→ **Assignment**:
Each line that holds the string "tools" counts once. Say how many such lines the entries have, giving the number only.

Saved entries
□ □ □ □ □ □ □

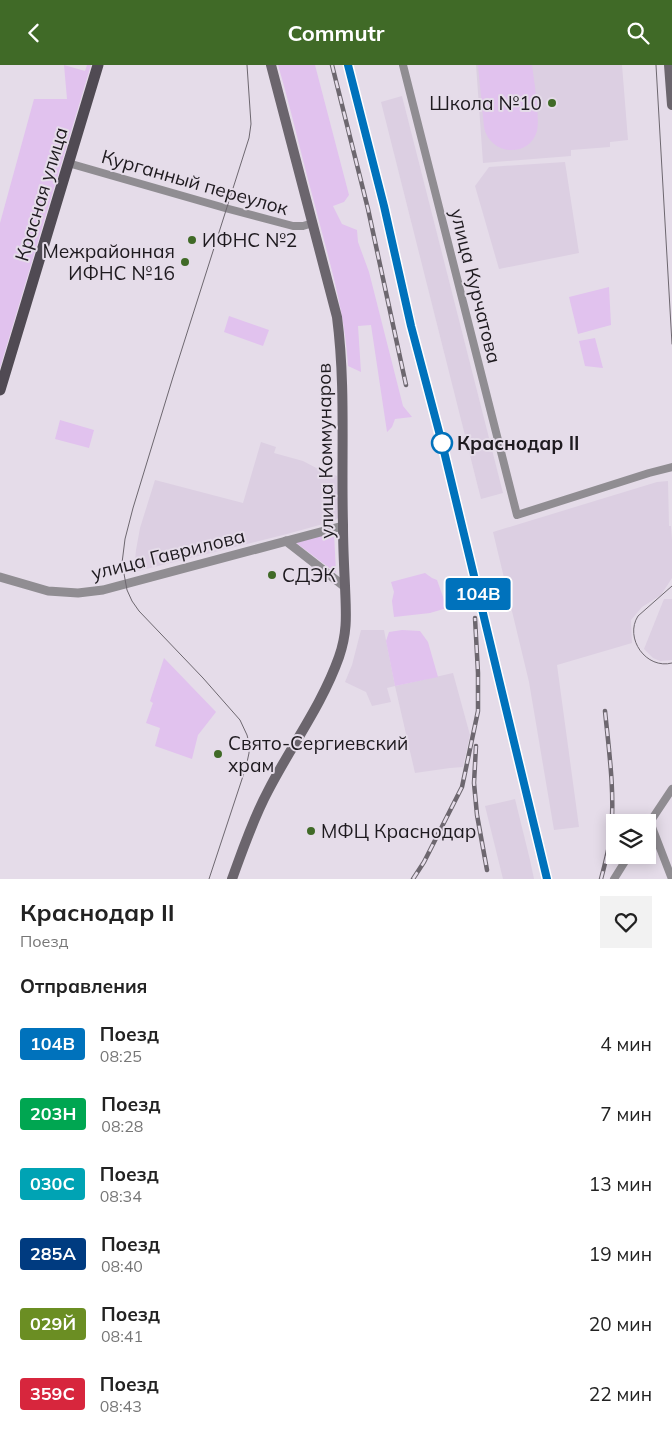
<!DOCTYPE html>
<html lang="ru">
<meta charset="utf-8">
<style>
body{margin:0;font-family:Mulish,sans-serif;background:#f2f2f2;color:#222;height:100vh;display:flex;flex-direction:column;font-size:19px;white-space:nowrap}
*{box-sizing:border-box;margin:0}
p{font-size:16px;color:#767676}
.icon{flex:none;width:28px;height:28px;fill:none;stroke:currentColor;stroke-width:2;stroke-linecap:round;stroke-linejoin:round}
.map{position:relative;height:814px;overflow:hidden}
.sheet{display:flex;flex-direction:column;background:#fff;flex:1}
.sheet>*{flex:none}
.badge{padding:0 10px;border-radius:4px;font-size:18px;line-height:32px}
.tools{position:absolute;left:606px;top:749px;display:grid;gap:10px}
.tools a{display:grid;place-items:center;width:50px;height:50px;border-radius:0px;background:#fff;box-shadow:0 2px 12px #0003;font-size:25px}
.map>.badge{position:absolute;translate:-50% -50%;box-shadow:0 0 0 2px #fff}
h2{padding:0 20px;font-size:19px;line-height:45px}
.round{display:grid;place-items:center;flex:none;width:52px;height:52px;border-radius:0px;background:#f2f2f2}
.head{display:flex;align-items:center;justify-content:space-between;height:85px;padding:0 20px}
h1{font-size:24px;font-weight:700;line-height:38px}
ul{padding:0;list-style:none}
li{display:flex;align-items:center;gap:15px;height:70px;padding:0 20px}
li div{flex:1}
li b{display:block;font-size:19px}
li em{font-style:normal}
li .badge{min-width:55px;font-weight:700;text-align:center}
header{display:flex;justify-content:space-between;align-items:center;height:65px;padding:0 20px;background:#406a27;color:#fff;font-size:22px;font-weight:700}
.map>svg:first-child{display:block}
.built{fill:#dccfe2}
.green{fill:#e1c2ee}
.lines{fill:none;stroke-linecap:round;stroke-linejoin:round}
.minor{stroke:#908d92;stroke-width:8}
.tertiary{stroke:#908d92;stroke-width:9}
.secondary{stroke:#6b656d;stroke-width:10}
.primary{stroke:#504a53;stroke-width:11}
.tram{stroke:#6d676f;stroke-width:1}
.rail-casing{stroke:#6d676f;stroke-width:4.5}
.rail{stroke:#e5dce9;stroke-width:2.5;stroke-dasharray:8;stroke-linecap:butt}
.line-casing{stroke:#fff;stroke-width:11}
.line{stroke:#0072bc;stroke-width:8}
.poi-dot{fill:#406a27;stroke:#e5dce9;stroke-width:2}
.stop-dot{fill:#fff;stroke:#0072bc;stroke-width:2.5}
.labels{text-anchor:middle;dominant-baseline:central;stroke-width:4;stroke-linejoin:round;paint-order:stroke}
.poi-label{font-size:19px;fill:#1e1a1f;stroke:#e5dce9;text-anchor:start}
.street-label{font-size:19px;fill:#1e1a1f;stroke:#e5dce9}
.stop-label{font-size:19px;font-weight:bold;fill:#1e1a1f;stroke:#e5dce9;text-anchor:start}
</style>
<header><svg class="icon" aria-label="back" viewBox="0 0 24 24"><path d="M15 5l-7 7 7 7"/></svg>Commutr<svg class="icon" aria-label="search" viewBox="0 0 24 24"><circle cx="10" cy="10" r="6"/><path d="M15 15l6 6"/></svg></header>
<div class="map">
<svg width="672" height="814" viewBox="0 0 672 814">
<rect width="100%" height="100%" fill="#e5dce9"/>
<g class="built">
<path d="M476,0H622L628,75L610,77V82L571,85V91L483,98Z"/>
<path d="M402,31L503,428L481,434L381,37Z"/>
<path d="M565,97L579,188L499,204L475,121L489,102Z"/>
<path d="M261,377L276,382L274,388L303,396L324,407L337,411L338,453L334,456L287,469L134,507L136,485L140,463L155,415L243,438Z"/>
<path d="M668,416L669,461H671L672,475V513L661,530L642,542L631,555L632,578L557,600L579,762L554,765L529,617L493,467L657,417Z"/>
<path d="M664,534H672V595L660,596L653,593L644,584Z"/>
<path d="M361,565H384L395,621L453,608L470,670L463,702L450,703L415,708L395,621L387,623L391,637L372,641L366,627L345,617L352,600Z"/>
<path d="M515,734L530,795L534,814H503L485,741Z"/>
</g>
<g class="green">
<path d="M64,0L85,6L87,0H91L0,303V158L34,34H67Z"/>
<path d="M278,0H315L349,130L344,137L333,141L342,159L357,165L358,177L369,207L403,341L412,352L395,354L392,362L387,367L371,260L358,261L361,307L348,301C345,244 327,189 313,133C301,89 291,44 278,0Z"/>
<path d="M478,0H532C534,15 540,53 537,66C529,94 489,90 484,62Z"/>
<path d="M609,222L611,260L578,269L569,232Z"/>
<path d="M229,251L269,265L263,281L224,267Z"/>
<path d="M595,273L603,303L585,301L579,276Z"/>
<path d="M60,355L94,365L89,383L55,374Z"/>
<path d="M334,468L336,508L295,477Z"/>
<path d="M425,508L432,513L437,515L447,543L430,548L394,552L392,536L394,527L391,517Z"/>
<path d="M402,565L420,566L428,577L438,612L395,621L386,576L389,567Z"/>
<path d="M164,593L216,647L198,670L192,694L155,681L160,663L146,658L153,638L150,636Z"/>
</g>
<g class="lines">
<g class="minor">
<path d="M403,0L517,450L649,408L672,402"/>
<path d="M68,98L225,143L293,161H303L313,158"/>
<path d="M650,757L672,814"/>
<path d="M648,760L672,724"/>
<path d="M614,814L629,790"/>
</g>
<g class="tertiary">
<path d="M286,476L345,522"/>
<path d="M0,512L48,526L78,528L103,525L343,461"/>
</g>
<g class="secondary">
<path d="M669,0L672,40"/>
<path d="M232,814C243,784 253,754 268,726C291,681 322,640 339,592C348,566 346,548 345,521C344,501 343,481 343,460C341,391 346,321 337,252L271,0"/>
</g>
<path class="primary" d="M0,325L98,0"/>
<g class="tram">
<path d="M656,0L672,279"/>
<path d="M672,521L638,551C624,573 646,605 672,598"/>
<path d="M209,814L246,702L249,688V678L247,670L240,655L203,613L139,546L132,536L127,525L122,498L125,474L133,443L173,312L249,73L251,59L247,0"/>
</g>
<g class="rail-casing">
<g id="rail">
<path d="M332,0L368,144L406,320"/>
<path d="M348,0L384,141L411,261L442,378L547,814"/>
<path d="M476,681L474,718L477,750L487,805"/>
<path d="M413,814L424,797L462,722L478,646V608L475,553"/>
<path d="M601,814C605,799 609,784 611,769C615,728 609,686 605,646"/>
</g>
</g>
<use href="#rail" class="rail"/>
</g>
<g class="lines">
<g class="line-casing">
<path id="line" d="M348,0L384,141L411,261L442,378L547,814"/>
</g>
<use href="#line" class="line"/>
</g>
<g class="poi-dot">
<circle cx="552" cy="38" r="5"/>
<circle cx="192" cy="175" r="5"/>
<circle cx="185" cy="197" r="5"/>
<circle cx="272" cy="510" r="5"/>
<circle cx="218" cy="689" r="5"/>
<circle cx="311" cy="766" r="5"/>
</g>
<circle class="stop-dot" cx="442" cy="378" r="10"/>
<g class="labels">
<g class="poi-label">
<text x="542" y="38" text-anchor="end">Школа №10</text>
<text x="202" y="175">ИФНС №2</text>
<text x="175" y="186" text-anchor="end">Межрайонная<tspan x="175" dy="22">ИФНС №16</tspan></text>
<text x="282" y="510">СДЭК</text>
<text x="228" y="678">Свято-Сергиевский<tspan x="228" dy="22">храм</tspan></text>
<text x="321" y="766">МФЦ Краснодар</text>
</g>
<g class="street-label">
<text transform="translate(195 117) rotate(16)">Курганный переулок</text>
<text transform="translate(41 129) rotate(-73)">Красная улица</text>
<text transform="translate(476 221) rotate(76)">улица Курчатова</text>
<text transform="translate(325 386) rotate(-91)">улица Коммунаров</text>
<text transform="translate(168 489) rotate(-14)">улица Гаврилова</text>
</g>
<g class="stop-label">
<text x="457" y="378">Краснодар II</text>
</g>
</g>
</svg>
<div class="tools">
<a><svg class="icon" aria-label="layers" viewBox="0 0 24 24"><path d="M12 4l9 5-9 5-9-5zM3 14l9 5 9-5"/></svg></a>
</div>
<b class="badge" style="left:478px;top:529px;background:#0072bc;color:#fff">104В</b>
</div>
<section class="sheet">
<div class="head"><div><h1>Краснодар II</h1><p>Поезд</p></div><a class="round"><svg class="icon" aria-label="heart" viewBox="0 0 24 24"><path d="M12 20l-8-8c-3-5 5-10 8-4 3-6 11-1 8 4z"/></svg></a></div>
<h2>Отправления</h2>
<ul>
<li><span class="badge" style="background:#0072bc;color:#fff">104В</span><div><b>Поезд</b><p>08:25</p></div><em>4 мин</em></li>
<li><span class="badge" style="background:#00a651;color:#fff">203Н</span><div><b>Поезд</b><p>08:28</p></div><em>7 мин</em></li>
<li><span class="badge" style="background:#00a3b4;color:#fff">030C</span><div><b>Поезд</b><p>08:34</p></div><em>13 мин</em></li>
<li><span class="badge" style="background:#003b80;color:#fff">285А</span><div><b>Поезд</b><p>08:40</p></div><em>19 мин</em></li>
<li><span class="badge" style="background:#6b8e23;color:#fff">029Й</span><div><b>Поезд</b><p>08:41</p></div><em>20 мин</em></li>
<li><span class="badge" style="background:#d7263d;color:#fff">359С</span><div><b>Поезд</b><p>08:43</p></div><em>22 мин</em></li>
</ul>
</section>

□ □ □ □ □ □ □

→ **Reply to the exercise**:
3